11

This is a simple programming question, coming from my lack of knowledge of how PHP handles array copying and unsetting during a foreach loop. It's like this, I have an array that comes to me from an outside source formatted in a way I want to change. A simple example would be:

$myData = array('Key1' => array('value1', 'value2'));

But what I want would be something like:

$myData = array([0] => array('MyKey' => array('Key1' => array('value1', 'value2'))));

So I take the first $myData and format it like the second $myData. I'm totally fine with my formatting algorithm. My question lies in finding a way to conserve memory since these arrays might get a little unwieldy. So, during my foreach loop I copy the current array value(s) into the new format, then I unset the value I'm working with from the original array. E.g.:

$formattedData = array();
foreach ($myData as $key => $val) {
    // do some formatting here, copy to $reformattedVal

    $formattedData[] = $reformattedVal;

    unset($myData[$key]);
}

Is the call to unset() a good idea here? I.e., does it conserve memory since I have copied the data and no longer need the original value? Or, does PHP automatically garbage collect the data since I don't reference it in any subsequent code?
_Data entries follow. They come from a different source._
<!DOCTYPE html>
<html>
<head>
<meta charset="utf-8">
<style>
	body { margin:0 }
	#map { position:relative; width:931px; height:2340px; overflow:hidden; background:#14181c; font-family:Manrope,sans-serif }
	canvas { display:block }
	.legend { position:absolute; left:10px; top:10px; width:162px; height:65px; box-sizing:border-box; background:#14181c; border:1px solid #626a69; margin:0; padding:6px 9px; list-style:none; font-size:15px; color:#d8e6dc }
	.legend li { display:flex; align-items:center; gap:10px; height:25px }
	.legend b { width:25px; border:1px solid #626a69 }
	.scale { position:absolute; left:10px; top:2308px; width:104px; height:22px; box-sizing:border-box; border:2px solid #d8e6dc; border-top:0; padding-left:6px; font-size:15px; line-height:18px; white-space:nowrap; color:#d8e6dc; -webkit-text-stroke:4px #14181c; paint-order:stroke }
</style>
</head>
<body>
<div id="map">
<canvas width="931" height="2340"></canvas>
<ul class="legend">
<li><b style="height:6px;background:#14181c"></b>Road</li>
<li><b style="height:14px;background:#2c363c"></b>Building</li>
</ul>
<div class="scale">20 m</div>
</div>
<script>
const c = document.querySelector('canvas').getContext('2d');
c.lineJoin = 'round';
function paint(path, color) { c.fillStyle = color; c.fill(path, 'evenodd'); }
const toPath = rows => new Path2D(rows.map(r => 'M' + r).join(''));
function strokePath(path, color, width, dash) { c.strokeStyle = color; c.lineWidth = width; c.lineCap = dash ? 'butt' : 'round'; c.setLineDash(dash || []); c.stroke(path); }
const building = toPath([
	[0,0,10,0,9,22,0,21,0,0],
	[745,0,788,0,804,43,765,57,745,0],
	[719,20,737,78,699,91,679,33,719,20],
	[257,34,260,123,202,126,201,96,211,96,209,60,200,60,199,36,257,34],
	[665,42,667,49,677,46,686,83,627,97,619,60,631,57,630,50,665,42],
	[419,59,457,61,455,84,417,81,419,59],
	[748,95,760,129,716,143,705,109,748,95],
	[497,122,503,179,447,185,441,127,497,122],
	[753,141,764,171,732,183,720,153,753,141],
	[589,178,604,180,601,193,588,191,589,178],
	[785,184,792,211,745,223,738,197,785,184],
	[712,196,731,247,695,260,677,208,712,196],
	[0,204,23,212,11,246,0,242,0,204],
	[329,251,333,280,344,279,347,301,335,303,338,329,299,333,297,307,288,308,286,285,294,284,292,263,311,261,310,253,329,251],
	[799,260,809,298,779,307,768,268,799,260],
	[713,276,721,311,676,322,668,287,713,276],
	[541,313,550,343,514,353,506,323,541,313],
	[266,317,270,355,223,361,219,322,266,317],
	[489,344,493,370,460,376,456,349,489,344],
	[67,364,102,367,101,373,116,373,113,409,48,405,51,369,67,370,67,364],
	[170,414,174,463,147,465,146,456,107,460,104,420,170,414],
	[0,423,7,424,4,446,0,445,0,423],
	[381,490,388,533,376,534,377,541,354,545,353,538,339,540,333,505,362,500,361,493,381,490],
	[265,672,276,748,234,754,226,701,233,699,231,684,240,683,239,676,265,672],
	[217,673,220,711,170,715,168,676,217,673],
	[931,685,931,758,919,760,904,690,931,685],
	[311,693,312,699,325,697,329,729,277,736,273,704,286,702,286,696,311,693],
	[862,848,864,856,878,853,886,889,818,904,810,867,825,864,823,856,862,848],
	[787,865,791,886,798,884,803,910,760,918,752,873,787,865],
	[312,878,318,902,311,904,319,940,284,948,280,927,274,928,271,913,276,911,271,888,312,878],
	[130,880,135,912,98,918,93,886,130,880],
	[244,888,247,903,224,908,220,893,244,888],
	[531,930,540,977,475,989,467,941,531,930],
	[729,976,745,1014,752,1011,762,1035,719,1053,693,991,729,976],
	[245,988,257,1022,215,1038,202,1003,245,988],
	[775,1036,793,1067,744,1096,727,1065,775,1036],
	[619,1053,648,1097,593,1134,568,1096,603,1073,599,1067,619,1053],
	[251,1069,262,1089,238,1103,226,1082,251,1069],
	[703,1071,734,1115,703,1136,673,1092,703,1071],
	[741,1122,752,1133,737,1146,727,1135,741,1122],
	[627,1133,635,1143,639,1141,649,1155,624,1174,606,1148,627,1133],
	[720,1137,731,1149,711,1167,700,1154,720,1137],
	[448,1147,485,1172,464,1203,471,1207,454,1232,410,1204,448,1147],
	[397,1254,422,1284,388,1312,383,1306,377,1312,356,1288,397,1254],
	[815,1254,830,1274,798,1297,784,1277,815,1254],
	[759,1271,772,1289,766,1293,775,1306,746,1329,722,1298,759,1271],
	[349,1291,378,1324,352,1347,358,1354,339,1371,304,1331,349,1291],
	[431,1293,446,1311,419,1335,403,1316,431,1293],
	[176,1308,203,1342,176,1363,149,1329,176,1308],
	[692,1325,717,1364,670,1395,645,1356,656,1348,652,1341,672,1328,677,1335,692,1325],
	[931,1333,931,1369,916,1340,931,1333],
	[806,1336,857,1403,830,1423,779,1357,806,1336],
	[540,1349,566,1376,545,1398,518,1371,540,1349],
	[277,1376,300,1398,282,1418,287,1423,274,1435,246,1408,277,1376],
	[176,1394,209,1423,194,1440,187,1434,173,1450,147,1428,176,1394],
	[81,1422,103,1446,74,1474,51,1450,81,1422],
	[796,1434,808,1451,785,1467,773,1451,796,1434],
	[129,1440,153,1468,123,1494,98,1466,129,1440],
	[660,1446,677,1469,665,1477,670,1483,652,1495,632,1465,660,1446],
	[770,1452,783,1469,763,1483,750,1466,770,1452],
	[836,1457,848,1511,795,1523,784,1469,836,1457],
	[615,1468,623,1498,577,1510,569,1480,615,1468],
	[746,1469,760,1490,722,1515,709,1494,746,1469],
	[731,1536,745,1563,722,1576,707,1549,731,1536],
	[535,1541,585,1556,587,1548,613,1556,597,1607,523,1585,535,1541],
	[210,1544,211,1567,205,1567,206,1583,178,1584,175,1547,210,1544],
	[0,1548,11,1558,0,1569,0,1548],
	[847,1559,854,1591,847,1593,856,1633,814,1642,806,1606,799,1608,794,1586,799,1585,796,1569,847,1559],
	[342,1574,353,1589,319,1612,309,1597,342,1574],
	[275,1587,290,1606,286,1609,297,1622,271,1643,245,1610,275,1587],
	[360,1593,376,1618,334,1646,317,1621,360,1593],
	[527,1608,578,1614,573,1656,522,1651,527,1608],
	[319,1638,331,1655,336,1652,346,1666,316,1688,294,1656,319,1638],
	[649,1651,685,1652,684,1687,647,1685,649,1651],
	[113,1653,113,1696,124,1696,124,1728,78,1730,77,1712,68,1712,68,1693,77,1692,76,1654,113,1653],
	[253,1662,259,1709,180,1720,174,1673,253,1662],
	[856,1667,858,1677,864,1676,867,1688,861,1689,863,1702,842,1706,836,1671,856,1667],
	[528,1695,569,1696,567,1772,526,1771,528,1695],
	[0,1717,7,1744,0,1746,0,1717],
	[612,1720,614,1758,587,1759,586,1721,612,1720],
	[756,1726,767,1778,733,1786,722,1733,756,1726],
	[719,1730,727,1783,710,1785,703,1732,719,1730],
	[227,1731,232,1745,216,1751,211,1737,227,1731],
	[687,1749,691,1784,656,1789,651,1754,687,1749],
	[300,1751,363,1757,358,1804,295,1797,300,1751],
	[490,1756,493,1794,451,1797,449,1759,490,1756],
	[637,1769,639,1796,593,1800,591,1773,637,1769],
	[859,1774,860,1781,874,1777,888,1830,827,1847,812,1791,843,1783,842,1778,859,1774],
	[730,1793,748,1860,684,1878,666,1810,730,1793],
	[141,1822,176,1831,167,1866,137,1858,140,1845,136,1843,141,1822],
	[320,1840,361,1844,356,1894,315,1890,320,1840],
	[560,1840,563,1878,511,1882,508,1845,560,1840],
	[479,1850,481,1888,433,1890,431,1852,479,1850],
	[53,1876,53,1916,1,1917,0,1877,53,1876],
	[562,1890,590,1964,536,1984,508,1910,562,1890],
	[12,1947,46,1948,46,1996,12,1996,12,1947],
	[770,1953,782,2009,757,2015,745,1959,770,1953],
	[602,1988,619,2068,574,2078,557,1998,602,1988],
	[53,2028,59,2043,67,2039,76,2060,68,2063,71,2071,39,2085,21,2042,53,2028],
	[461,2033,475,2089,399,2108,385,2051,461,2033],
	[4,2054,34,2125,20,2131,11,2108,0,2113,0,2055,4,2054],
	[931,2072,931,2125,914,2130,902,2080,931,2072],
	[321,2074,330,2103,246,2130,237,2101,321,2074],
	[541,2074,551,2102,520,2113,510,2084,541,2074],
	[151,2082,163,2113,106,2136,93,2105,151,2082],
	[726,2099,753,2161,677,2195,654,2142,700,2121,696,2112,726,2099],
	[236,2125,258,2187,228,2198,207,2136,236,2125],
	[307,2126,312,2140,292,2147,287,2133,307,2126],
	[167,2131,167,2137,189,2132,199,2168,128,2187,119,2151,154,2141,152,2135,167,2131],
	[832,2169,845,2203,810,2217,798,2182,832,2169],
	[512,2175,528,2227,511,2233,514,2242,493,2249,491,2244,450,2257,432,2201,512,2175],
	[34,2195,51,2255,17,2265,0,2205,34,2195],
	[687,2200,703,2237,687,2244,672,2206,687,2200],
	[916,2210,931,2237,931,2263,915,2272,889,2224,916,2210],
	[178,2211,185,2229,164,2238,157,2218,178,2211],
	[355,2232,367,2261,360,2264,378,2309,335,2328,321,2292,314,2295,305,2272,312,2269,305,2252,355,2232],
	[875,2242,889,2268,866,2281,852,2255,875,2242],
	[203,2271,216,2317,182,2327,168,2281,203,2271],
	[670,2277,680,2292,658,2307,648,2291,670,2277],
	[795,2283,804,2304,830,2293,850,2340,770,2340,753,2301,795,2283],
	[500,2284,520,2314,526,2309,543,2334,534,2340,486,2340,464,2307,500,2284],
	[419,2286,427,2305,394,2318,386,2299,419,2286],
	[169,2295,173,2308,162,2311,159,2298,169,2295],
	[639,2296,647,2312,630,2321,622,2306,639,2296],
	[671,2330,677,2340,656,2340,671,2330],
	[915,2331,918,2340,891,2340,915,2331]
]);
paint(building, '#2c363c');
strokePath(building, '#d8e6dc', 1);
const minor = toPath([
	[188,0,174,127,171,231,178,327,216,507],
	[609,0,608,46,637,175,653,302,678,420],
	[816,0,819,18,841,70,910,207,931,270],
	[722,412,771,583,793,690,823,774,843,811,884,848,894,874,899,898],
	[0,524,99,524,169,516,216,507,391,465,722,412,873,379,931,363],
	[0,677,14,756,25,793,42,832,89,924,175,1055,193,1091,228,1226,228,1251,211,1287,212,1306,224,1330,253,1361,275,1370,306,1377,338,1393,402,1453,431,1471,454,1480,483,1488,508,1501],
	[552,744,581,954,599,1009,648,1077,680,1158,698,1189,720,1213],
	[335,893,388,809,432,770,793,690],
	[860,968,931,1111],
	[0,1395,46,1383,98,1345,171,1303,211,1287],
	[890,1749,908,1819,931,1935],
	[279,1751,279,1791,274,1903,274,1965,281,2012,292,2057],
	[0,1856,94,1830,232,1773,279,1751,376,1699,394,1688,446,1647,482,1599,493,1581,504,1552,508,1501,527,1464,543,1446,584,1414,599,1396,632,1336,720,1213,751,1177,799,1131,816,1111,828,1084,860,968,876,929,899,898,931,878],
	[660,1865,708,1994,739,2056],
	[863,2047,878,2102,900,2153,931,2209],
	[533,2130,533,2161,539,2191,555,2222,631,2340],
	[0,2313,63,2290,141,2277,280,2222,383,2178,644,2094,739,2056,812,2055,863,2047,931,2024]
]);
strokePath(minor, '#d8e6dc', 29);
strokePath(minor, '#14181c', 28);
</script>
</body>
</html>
The code runs fine, and so far my datasets have been too negligible in size to test for performance differences. I just don't know if I'm setting myself up for some weird bugs or CPU hits later on.

Thanks for any insights.
-sR

Andy Lester
  • 91,102
  • 13
  • 100
  • 152
Soulriser
  • 419
  • 8
  • 16
  • Unless your data strucutes are absolutly huge (a large fraction of your RAM) then you are worrying about nothing. If php runs out a menory it will tell you, and you can increase it in php.ini. – Ian Jan 12 '11 at 21:24
  • 4
    It's a *silly idea*. You have just introduced a side-effect that might be forgotten later for some *micro-optimization* :-/ And no, PHP (nor any other standard GC language I know of) is be able to make the data *contained* in a data-structure available for reclamation while a reference to the *container* exists (this excludes notions like soft/weak references). The `unset` can/will cause the PHP GC to kick in, but the actual performance gained -- if any -- due to released memory pressure is not trivial to generalize. If this *becomes* a problem, *then* address it. –  Jan 12 '11 at 21:27
  • what is the size of this array? – Your Common Sense Jan 12 '11 at 21:38
  • 1
    Thanks for the responses. I was wondering if I was micro-optimizing for no good reason, so I appreciate being called out on silliness. – Soulriser Jan 12 '11 at 21:40

5 Answers5

5

I was running out of memory while processing lines of a text (xml) file within a loop. For anyone with a similar situation, this worked for me:

while($data = array_pop($xml_data)){
     //process $data
}
Amos
  • 161
  • 1
  • 8
4

Use a reference to the variable in the foreach loop using the & operator. This avoids making a copy of the array in memory for foreach to iterate over.

edit: as pointed out by Artefacto unsetting the variable only decreases the number of references to the original variable, so the memory saved is only on pointers rather than the value of the variable. Bizarrely using a reference actually increases the total memory usage as presumably the value is copied to a new memory location instead of being referenced.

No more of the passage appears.